### Stored items
★ ★ ★ ★ ★
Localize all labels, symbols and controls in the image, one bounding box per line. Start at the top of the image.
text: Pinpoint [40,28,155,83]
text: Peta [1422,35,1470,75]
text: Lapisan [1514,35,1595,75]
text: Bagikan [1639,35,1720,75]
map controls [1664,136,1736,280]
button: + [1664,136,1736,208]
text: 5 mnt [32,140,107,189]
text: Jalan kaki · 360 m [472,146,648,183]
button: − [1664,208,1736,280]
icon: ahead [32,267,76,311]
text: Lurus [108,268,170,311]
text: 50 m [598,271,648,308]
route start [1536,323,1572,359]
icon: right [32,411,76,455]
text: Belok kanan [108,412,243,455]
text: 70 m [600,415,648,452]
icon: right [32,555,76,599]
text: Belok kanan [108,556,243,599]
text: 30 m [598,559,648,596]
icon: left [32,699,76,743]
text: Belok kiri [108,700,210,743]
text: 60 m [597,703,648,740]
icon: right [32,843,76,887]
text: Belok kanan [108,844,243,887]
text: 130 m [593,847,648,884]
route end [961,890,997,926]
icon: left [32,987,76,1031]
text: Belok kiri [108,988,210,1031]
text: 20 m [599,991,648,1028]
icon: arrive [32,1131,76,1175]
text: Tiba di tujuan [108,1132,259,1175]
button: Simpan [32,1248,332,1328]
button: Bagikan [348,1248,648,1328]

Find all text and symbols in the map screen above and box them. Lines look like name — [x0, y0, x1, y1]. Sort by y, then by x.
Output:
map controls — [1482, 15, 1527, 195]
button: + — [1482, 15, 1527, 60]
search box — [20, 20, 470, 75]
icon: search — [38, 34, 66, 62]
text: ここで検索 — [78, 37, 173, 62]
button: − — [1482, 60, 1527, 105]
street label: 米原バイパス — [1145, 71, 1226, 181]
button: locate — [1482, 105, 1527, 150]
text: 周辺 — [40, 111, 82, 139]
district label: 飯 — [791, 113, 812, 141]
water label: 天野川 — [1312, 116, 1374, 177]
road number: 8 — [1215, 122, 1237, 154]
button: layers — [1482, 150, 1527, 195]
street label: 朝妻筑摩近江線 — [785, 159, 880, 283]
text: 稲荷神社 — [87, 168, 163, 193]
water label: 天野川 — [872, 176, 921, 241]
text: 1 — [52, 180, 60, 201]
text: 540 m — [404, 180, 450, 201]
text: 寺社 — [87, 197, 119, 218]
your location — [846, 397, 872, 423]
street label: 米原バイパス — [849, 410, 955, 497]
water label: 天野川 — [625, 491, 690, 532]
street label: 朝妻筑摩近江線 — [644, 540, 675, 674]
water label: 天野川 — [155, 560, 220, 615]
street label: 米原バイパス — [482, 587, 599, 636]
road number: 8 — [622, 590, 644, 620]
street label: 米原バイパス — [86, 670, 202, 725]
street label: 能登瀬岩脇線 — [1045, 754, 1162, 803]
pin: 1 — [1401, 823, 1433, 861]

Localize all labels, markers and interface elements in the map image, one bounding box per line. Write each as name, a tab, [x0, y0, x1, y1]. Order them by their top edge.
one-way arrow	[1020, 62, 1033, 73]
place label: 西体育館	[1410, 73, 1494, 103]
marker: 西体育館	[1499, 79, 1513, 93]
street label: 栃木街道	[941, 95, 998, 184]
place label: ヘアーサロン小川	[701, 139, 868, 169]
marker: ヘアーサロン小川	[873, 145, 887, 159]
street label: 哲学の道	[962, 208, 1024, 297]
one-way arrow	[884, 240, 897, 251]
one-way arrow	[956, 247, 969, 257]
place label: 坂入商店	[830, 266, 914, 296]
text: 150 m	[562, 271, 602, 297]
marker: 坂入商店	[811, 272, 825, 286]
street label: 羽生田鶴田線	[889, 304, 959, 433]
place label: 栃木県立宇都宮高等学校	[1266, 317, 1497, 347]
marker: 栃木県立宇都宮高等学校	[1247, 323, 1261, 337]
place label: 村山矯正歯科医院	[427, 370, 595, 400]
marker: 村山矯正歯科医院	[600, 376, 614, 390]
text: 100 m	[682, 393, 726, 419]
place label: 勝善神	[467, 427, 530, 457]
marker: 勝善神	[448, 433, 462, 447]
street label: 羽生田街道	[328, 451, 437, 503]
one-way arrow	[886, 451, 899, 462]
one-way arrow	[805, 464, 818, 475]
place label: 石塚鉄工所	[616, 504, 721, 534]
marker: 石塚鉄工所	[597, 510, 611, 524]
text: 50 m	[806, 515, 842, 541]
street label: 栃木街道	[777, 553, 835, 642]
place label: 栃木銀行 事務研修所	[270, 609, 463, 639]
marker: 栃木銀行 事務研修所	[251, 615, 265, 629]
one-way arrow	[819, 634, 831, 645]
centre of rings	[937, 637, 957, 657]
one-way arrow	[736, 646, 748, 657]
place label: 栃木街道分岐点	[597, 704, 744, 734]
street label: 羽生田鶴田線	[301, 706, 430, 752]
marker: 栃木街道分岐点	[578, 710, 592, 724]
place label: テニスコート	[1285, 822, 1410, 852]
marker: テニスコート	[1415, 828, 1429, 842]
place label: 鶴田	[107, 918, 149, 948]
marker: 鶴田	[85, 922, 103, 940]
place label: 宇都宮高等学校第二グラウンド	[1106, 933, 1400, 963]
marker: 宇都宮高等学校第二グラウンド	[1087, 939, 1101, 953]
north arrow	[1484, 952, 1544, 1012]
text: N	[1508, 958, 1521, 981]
★ ★ ★ ★ ★
### Try it
Could you retype every record above exactly as given?

### Result for this task
Localize all labels, symbols and controls in the image, one bounding box per line. Start at the top of the image.
text: Pinpoint [40,28,155,83]
text: Peta [1422,35,1470,75]
text: Lapisan [1514,35,1595,75]
text: Bagikan [1639,35,1720,75]
map controls [1664,136,1736,280]
button: + [1664,136,1736,208]
text: 5 mnt [32,140,107,189]
text: Jalan kaki · 360 m [472,146,648,183]
button: − [1664,208,1736,280]
icon: ahead [32,267,76,311]
text: Lurus [108,268,170,311]
text: 50 m [598,271,648,308]
route start [1536,323,1572,359]
icon: right [32,411,76,455]
text: Belok kanan [108,412,243,455]
text: 70 m [600,415,648,452]
icon: right [32,555,76,599]
text: Belok kanan [108,556,243,599]
text: 30 m [598,559,648,596]
icon: left [32,699,76,743]
text: Belok kiri [108,700,210,743]
text: 60 m [597,703,648,740]
icon: right [32,843,76,887]
text: Belok kanan [108,844,243,887]
text: 130 m [593,847,648,884]
route end [961,890,997,926]
icon: left [32,987,76,1031]
text: Belok kiri [108,988,210,1031]
text: 20 m [599,991,648,1028]
icon: arrive [32,1131,76,1175]
text: Tiba di tujuan [108,1132,259,1175]
button: Simpan [32,1248,332,1328]
button: Bagikan [348,1248,648,1328]

Find all text and symbols in the map screen above and box them. Lines look like name — [x0, y0, x1, y1]. Sort by y, then by x.
Output:
map controls — [1482, 15, 1527, 195]
button: + — [1482, 15, 1527, 60]
search box — [20, 20, 470, 75]
icon: search — [38, 34, 66, 62]
text: ここで検索 — [78, 37, 173, 62]
button: − — [1482, 60, 1527, 105]
street label: 米原バイパス — [1145, 71, 1226, 181]
button: locate — [1482, 105, 1527, 150]
text: 周辺 — [40, 111, 82, 139]
district label: 飯 — [791, 113, 812, 141]
water label: 天野川 — [1312, 116, 1374, 177]
road number: 8 — [1215, 122, 1237, 154]
button: layers — [1482, 150, 1527, 195]
street label: 朝妻筑摩近江線 — [785, 159, 880, 283]
text: 稲荷神社 — [87, 168, 163, 193]
water label: 天野川 — [872, 176, 921, 241]
text: 1 — [52, 180, 60, 201]
text: 540 m — [404, 180, 450, 201]
text: 寺社 — [87, 197, 119, 218]
your location — [846, 397, 872, 423]
street label: 米原バイパス — [849, 410, 955, 497]
water label: 天野川 — [625, 491, 690, 532]
street label: 朝妻筑摩近江線 — [644, 540, 675, 674]
water label: 天野川 — [155, 560, 220, 615]
street label: 米原バイパス — [482, 587, 599, 636]
road number: 8 — [622, 590, 644, 620]
street label: 米原バイパス — [86, 670, 202, 725]
street label: 能登瀬岩脇線 — [1045, 754, 1162, 803]
pin: 1 — [1401, 823, 1433, 861]

Localize all labels, markers and interface elements in the map image, one bounding box per line. Write each as name, a tab, [x0, y0, x1, y1]. Order them by their top edge.
one-way arrow	[1020, 62, 1033, 73]
place label: 西体育館	[1410, 73, 1494, 103]
marker: 西体育館	[1499, 79, 1513, 93]
street label: 栃木街道	[941, 95, 998, 184]
place label: ヘアーサロン小川	[701, 139, 868, 169]
marker: ヘアーサロン小川	[873, 145, 887, 159]
street label: 哲学の道	[962, 208, 1024, 297]
one-way arrow	[884, 240, 897, 251]
one-way arrow	[956, 247, 969, 257]
place label: 坂入商店	[830, 266, 914, 296]
text: 150 m	[562, 271, 602, 297]
marker: 坂入商店	[811, 272, 825, 286]
street label: 羽生田鶴田線	[889, 304, 959, 433]
place label: 栃木県立宇都宮高等学校	[1266, 317, 1497, 347]
marker: 栃木県立宇都宮高等学校	[1247, 323, 1261, 337]
place label: 村山矯正歯科医院	[427, 370, 595, 400]
marker: 村山矯正歯科医院	[600, 376, 614, 390]
text: 100 m	[682, 393, 726, 419]
place label: 勝善神	[467, 427, 530, 457]
marker: 勝善神	[448, 433, 462, 447]
street label: 羽生田街道	[328, 451, 437, 503]
one-way arrow	[886, 451, 899, 462]
one-way arrow	[805, 464, 818, 475]
place label: 石塚鉄工所	[616, 504, 721, 534]
marker: 石塚鉄工所	[597, 510, 611, 524]
text: 50 m	[806, 515, 842, 541]
street label: 栃木街道	[777, 553, 835, 642]
place label: 栃木銀行 事務研修所	[270, 609, 463, 639]
marker: 栃木銀行 事務研修所	[251, 615, 265, 629]
one-way arrow	[819, 634, 831, 645]
centre of rings	[937, 637, 957, 657]
one-way arrow	[736, 646, 748, 657]
place label: 栃木街道分岐点	[597, 704, 744, 734]
street label: 羽生田鶴田線	[301, 706, 430, 752]
marker: 栃木街道分岐点	[578, 710, 592, 724]
place label: テニスコート	[1285, 822, 1410, 852]
marker: テニスコート	[1415, 828, 1429, 842]
place label: 鶴田	[107, 918, 149, 948]
marker: 鶴田	[85, 922, 103, 940]
place label: 宇都宮高等学校第二グラウンド	[1106, 933, 1400, 963]
marker: 宇都宮高等学校第二グラウンド	[1087, 939, 1101, 953]
north arrow	[1484, 952, 1544, 1012]
text: N	[1508, 958, 1521, 981]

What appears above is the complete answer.